Data records:

----

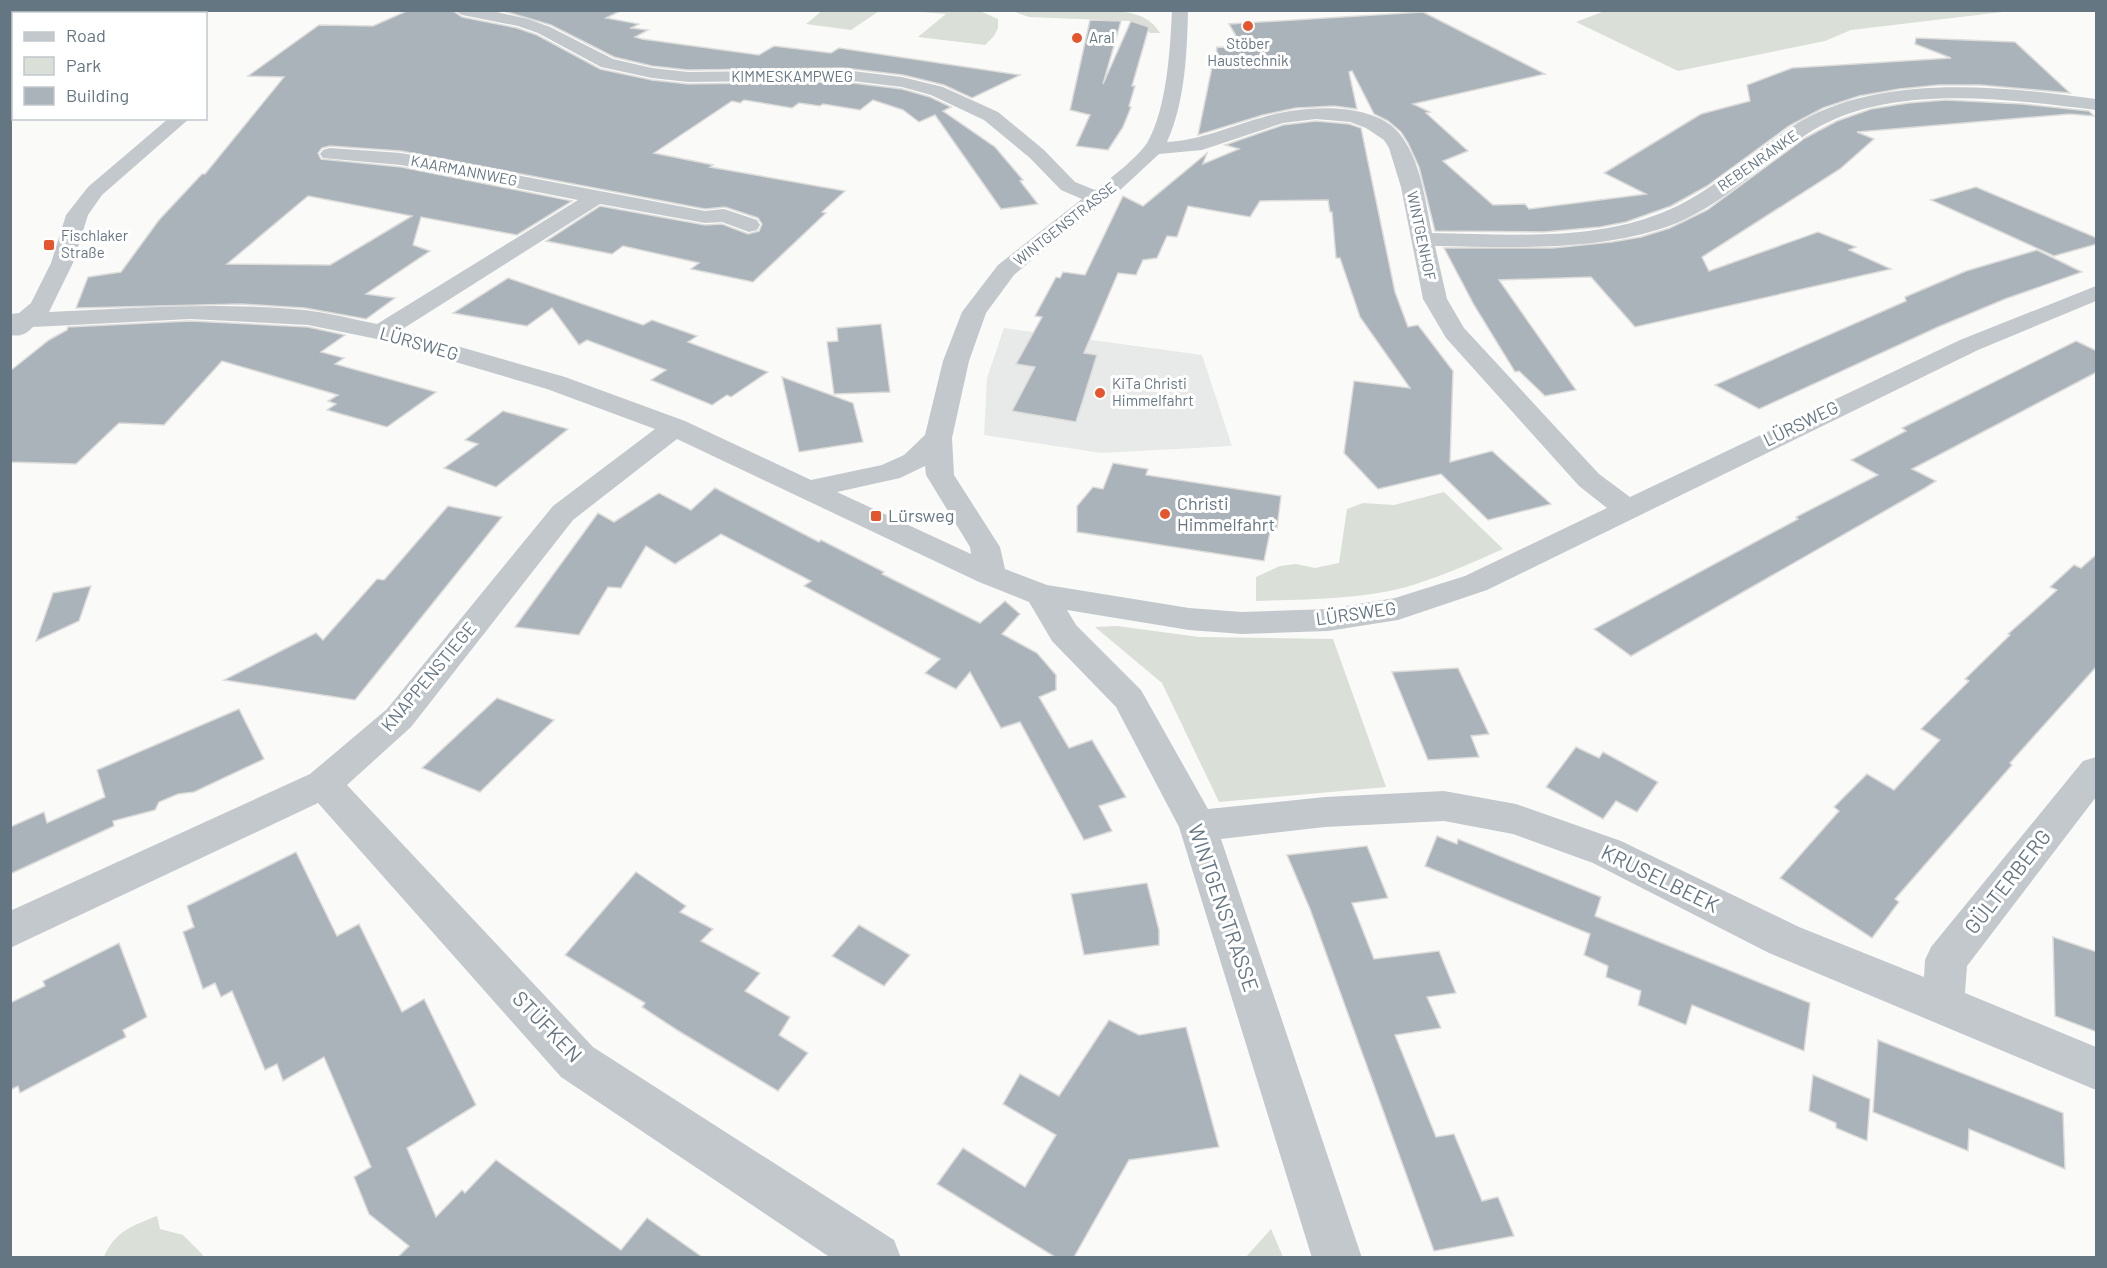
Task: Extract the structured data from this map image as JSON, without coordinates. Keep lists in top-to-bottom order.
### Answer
{
  "streets": {
    "street": [
      "KIMMESKAMPWEG",
      "REBENRANKE",
      "KAARMANNWEG",
      "WINTGENSTRASSE",
      "WINTGENHOF",
      "LÜRSWEG",
      "KNAPPENSTIEGE",
      "KRUSELBEEK",
      "GÜLTERBERG",
      "STÜFKEN"
    ]
  },
  "crossings": [
    ["KIMMESKAMPWEG", "WINTGENSTRASSE"],
    ["REBENRANKE", "WINTGENHOF"],
    ["WINTGENSTRASSE", "WINTGENHOF"],
    ["WINTGENSTRASSE", "LÜRSWEG"],
    ["WINTGENSTRASSE", "KRUSELBEEK"],
    ["WINTGENHOF", "LÜRSWEG"],
    ["LÜRSWEG", "KNAPPENSTIEGE"],
    ["KNAPPENSTIEGE", "STÜFKEN"],
    ["KRUSELBEEK", "GÜLTERBERG"]
  ],
  "places": {
    "other": [
      "Stöber Haustechnik",
      "Aral",
      "KiTa Christi Himmelfahrt",
      "Christi Himmelfahrt"
    ],
    "transit": ["Fischlaker Straße", "Lürsweg"]
  },
  "legend": ["Road", "Park", "Building"]
}
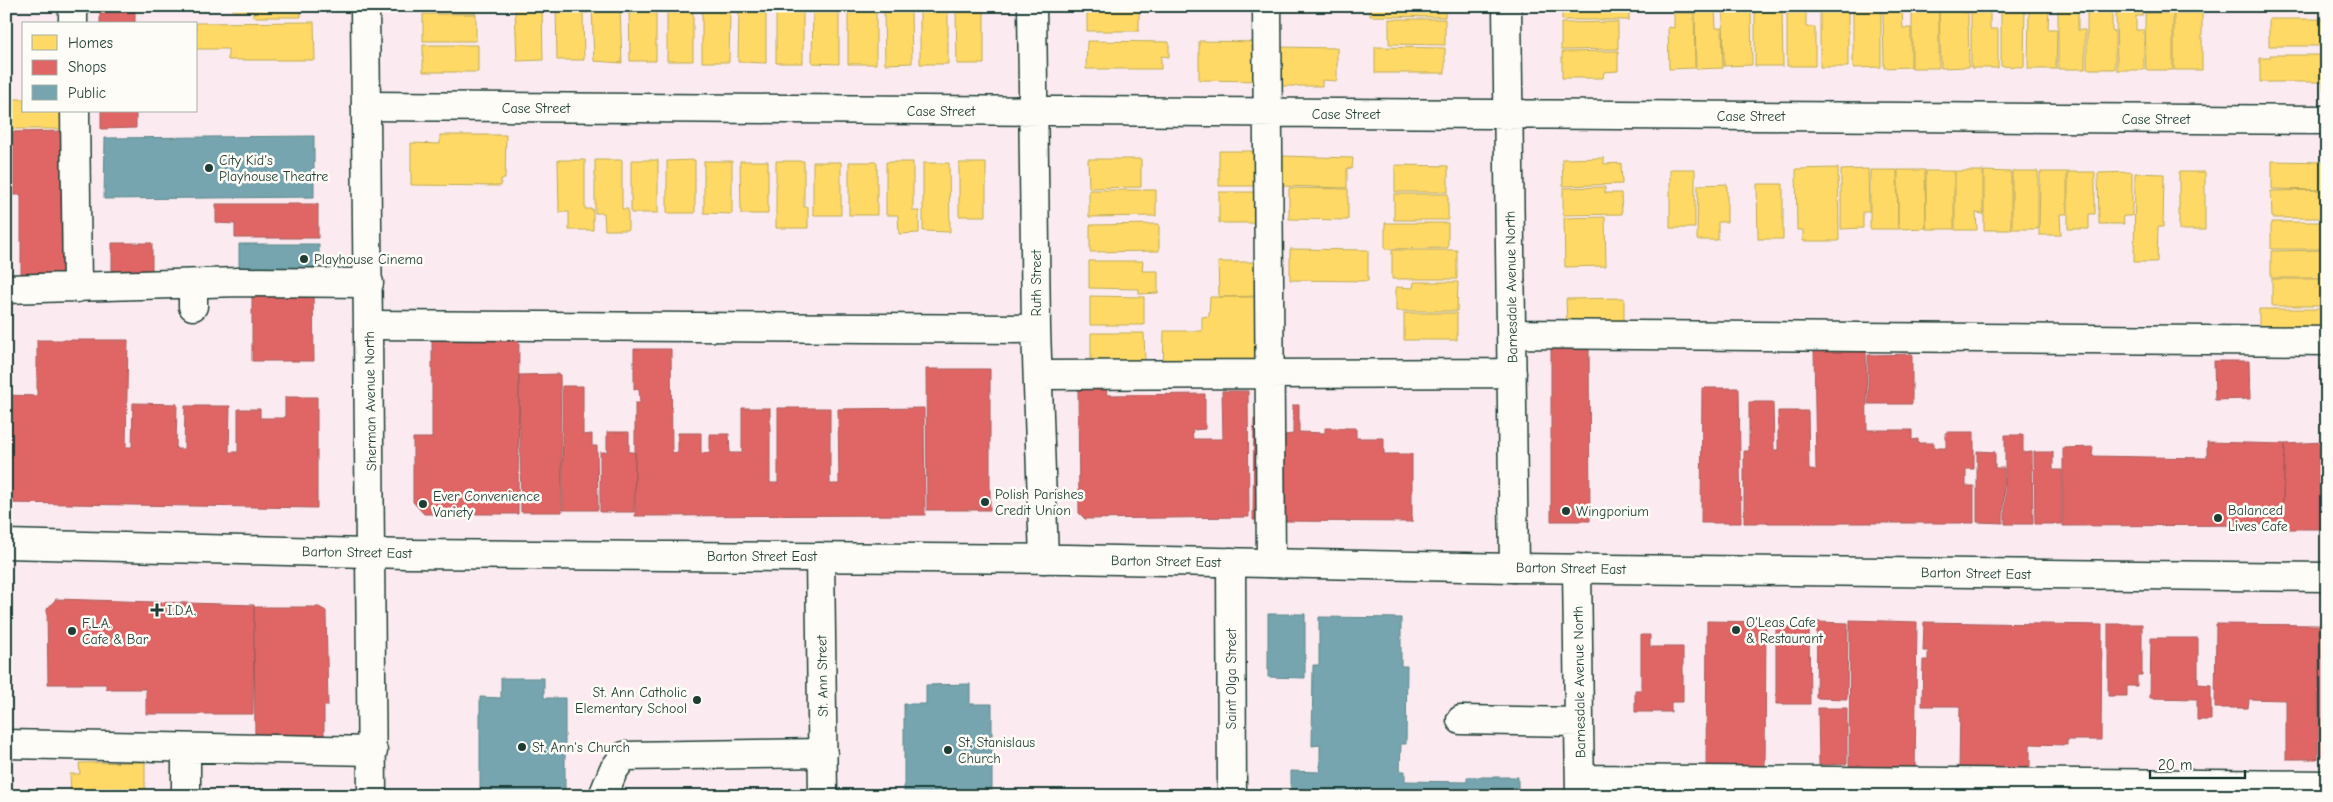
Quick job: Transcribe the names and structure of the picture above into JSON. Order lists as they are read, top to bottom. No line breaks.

----

In the records above, how many lines include "bottom"? Answer with the number alone.

2